THE PROBLEM — From the records below, copy out each line that has the word "rows".

Segment Start: PROVIDED RECORDS

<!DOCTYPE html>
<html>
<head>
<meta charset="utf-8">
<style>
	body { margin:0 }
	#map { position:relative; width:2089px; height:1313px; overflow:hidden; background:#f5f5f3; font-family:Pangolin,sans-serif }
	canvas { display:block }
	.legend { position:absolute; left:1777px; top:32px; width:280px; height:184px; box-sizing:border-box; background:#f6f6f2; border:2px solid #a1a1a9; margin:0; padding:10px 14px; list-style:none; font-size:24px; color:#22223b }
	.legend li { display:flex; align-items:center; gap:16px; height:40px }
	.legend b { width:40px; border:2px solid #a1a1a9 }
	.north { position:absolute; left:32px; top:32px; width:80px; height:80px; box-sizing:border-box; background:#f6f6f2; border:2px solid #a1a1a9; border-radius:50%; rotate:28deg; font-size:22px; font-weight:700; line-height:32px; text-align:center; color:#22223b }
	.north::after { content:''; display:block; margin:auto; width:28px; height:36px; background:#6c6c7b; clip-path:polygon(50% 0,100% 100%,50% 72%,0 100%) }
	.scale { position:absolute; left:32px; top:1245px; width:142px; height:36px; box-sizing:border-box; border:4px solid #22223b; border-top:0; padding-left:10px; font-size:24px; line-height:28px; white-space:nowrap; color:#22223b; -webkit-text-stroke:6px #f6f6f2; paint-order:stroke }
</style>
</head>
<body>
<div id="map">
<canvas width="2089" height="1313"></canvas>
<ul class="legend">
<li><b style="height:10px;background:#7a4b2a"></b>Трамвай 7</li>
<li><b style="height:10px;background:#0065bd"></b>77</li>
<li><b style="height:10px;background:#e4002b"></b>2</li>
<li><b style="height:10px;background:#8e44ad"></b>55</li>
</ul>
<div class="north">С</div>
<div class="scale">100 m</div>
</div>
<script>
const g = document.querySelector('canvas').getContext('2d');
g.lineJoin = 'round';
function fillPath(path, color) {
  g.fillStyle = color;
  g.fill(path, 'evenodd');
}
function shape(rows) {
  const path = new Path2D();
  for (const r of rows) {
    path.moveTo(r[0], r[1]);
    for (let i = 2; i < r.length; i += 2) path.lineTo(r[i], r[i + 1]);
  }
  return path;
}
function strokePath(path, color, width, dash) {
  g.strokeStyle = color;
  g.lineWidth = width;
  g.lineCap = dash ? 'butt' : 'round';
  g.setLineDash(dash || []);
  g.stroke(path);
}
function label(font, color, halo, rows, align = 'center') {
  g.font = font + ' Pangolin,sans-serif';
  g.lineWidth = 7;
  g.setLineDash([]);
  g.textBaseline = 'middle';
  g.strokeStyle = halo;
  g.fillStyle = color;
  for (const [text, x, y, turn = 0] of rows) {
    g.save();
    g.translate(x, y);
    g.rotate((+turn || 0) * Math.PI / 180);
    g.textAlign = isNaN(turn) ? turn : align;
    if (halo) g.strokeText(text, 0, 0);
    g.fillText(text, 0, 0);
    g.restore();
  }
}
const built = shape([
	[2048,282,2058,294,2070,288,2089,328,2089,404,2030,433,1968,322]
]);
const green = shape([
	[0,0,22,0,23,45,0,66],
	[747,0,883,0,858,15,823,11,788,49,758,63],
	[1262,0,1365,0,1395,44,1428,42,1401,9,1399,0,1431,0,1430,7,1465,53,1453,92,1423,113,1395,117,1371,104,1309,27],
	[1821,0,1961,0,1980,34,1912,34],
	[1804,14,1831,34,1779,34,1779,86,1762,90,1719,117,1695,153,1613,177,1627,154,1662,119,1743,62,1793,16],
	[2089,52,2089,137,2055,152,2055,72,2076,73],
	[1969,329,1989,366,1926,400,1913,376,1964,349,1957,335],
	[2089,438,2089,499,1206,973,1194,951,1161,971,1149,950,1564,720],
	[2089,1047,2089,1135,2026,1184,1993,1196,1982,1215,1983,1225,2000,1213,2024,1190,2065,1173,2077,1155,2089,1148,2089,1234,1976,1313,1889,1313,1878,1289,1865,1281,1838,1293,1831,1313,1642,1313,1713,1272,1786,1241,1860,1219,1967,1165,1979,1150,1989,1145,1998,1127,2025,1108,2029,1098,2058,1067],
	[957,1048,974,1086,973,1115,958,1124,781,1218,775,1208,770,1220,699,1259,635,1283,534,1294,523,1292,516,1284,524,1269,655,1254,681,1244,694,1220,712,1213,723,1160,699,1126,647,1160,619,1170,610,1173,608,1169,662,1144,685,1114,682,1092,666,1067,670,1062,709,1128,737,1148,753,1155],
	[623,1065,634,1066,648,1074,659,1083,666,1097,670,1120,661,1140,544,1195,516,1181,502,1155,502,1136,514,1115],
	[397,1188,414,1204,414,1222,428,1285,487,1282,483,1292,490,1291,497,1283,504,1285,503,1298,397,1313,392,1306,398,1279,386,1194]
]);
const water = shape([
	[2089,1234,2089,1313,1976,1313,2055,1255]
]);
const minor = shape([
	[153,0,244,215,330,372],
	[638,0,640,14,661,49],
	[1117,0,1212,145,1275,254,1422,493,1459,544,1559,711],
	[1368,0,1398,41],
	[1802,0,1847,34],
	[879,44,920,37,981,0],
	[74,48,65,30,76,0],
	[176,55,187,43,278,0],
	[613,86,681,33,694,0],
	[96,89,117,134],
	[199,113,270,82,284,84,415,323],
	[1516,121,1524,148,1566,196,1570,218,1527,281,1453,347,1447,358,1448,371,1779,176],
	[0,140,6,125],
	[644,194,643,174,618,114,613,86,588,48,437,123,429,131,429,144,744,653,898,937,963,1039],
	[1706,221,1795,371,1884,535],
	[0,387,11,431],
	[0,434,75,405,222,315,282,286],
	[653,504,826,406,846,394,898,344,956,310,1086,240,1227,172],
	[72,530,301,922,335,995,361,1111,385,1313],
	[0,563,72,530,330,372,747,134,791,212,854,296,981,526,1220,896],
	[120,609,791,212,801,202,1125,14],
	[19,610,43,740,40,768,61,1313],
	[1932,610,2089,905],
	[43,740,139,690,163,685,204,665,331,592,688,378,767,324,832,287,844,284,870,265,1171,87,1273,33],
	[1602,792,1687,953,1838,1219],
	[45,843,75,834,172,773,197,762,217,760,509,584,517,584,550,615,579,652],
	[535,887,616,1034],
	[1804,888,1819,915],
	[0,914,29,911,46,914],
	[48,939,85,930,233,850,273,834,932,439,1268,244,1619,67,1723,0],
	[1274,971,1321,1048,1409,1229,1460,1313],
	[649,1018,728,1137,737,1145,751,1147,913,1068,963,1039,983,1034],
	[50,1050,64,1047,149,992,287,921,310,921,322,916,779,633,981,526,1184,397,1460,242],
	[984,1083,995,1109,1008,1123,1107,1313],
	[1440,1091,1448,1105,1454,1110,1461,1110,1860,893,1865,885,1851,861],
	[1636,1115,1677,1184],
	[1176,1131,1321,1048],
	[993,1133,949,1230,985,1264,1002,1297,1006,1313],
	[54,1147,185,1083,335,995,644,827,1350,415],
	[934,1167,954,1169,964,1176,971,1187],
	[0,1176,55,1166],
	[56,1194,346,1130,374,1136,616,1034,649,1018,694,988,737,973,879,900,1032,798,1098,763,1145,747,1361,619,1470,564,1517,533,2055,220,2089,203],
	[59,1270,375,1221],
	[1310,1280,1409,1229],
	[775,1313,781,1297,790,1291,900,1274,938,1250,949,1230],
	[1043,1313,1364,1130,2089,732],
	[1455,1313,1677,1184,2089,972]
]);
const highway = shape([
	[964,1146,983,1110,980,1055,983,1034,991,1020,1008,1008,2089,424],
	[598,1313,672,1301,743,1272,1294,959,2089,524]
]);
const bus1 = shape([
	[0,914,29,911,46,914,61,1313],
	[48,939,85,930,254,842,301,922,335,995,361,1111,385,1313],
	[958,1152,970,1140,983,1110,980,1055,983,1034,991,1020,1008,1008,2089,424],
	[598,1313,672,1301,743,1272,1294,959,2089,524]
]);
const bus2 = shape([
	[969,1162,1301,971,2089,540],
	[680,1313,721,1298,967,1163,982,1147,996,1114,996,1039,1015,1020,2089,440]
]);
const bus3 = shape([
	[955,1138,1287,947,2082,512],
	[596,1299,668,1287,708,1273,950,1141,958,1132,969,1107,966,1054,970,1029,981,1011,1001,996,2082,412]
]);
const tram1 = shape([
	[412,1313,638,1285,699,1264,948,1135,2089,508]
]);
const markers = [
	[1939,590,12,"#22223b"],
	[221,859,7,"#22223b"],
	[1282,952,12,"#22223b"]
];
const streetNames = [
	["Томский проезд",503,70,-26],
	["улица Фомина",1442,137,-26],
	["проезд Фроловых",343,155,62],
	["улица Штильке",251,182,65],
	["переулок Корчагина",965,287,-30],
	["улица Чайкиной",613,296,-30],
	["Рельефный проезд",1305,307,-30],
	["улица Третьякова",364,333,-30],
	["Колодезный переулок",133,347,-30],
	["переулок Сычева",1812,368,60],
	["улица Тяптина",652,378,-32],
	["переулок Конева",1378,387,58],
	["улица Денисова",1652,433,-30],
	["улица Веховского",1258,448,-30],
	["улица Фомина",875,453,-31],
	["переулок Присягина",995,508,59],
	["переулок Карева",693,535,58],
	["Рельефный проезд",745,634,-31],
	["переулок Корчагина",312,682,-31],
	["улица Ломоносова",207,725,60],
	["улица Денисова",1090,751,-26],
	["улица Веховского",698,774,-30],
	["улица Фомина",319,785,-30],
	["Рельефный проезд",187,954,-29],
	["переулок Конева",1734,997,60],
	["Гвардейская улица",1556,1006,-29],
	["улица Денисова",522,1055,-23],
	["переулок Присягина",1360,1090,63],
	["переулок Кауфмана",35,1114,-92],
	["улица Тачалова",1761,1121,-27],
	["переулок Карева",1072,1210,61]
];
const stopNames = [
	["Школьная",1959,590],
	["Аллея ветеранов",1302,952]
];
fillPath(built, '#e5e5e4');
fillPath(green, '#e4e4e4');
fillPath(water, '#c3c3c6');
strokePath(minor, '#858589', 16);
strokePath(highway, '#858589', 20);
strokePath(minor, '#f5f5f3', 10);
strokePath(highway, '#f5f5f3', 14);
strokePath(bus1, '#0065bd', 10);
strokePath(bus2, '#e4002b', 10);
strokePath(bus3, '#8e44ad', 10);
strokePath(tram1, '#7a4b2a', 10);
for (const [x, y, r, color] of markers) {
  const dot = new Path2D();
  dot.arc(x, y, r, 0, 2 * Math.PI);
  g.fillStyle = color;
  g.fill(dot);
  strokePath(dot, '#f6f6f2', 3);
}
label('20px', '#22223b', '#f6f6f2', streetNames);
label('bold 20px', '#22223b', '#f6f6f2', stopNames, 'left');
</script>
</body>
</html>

Segment End: PROVIDED RECORDS

TASK SOLUTION —
function shape(rows) {
  for (const r of rows) {
function label(font, color, halo, rows, align = 'center') {
  for (const [text, x, y, turn = 0] of rows) {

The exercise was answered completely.